Survival and Wrongful Death are tort claims made after the death of an individual in an at-fault situation. This means that the deceased must be victim of a tort, before death or at the time of death. Survival actions are raised by the executives of the victim’s estate, and are continuations of tort actions that the victim would have been entitled to raise in life. Wrongful death claims are made by surviving dependent’s for the loss of the decedent’s contributions to their lives.
Wrongful death claims are torts held against individuals who can be found liable for a person’s death. As the dead cannot press charges, wrongful death charges are civil/tort actions brought against those responsible according to statute. As wrongful death claims are not criminal charges, the standard of poof beyond reasonable doubt in the United States Criminal Court System does not apply. Rather, wrongful death claims hinge on the prosecution’s ability to prove negligence or intent with regard to the defendant’s role in the decedent’s demise. Contact a wrongful death lawyer for legal advice and assistance.
Actions Under Survival Statutes:
Actions Under Survival Statutes are continuations of tort offenses against the deceased. As the deceased can no longer bring about legal action against the torfteasor, the surviving heirs and family may sue under survival statutes for tort action that survives the death of the victim. These survival torts include negligence and tortious actions that resulted in the victim, as well as tortious offenses inflicted on the decedent prior to his or her death. It is important to note that double recovery for Survival Torts and Wrongful Death is not allowed for the same offense.
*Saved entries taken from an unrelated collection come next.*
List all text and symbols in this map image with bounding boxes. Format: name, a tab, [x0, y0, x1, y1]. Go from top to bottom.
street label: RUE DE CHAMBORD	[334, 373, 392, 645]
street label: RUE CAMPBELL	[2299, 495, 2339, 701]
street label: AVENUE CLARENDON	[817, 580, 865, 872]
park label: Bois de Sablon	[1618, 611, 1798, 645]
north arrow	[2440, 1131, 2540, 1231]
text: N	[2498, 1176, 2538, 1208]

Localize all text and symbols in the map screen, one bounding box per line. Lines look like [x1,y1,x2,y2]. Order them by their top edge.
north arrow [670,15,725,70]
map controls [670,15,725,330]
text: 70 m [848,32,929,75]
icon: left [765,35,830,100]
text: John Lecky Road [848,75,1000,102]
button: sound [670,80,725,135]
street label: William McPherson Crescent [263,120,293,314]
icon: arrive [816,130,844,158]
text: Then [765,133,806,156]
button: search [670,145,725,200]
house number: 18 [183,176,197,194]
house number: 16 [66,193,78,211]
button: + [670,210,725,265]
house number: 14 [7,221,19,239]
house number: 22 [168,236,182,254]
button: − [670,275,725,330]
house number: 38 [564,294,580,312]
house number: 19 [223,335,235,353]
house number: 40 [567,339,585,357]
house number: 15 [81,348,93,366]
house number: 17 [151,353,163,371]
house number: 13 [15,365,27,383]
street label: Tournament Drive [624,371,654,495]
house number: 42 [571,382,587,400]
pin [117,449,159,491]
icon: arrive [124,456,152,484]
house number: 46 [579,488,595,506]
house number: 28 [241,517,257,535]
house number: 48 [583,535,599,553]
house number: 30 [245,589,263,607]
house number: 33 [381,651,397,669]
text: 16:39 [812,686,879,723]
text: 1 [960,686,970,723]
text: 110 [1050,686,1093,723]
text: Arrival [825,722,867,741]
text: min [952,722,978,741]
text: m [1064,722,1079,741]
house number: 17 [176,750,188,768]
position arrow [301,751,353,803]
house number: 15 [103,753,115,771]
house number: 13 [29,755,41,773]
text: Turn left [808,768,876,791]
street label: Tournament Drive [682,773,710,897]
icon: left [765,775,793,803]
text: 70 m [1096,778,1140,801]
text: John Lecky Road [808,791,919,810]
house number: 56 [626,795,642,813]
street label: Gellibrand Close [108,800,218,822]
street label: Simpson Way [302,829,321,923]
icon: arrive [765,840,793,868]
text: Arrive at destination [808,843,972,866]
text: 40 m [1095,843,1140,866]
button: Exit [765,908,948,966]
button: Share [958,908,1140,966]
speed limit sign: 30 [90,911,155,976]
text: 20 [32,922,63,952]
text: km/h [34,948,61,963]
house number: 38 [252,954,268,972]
Actions Under Wrongful Death Statutes:
The purpose of a wrongful death suit is to provide compensation to the surviving family members or rightful heirs to a person whose death can be attributed to a particular person. Wrongful death may be auto-accident related, or be the result of a crime. Actions under wrongful death statutes are considered the civil/tort counterparts to the criminal charges pressed by the family of the deceased. In most cases, the damages sought by the family of the deceased are for income formerly provided by the decedent, which is now absent from the family’s household.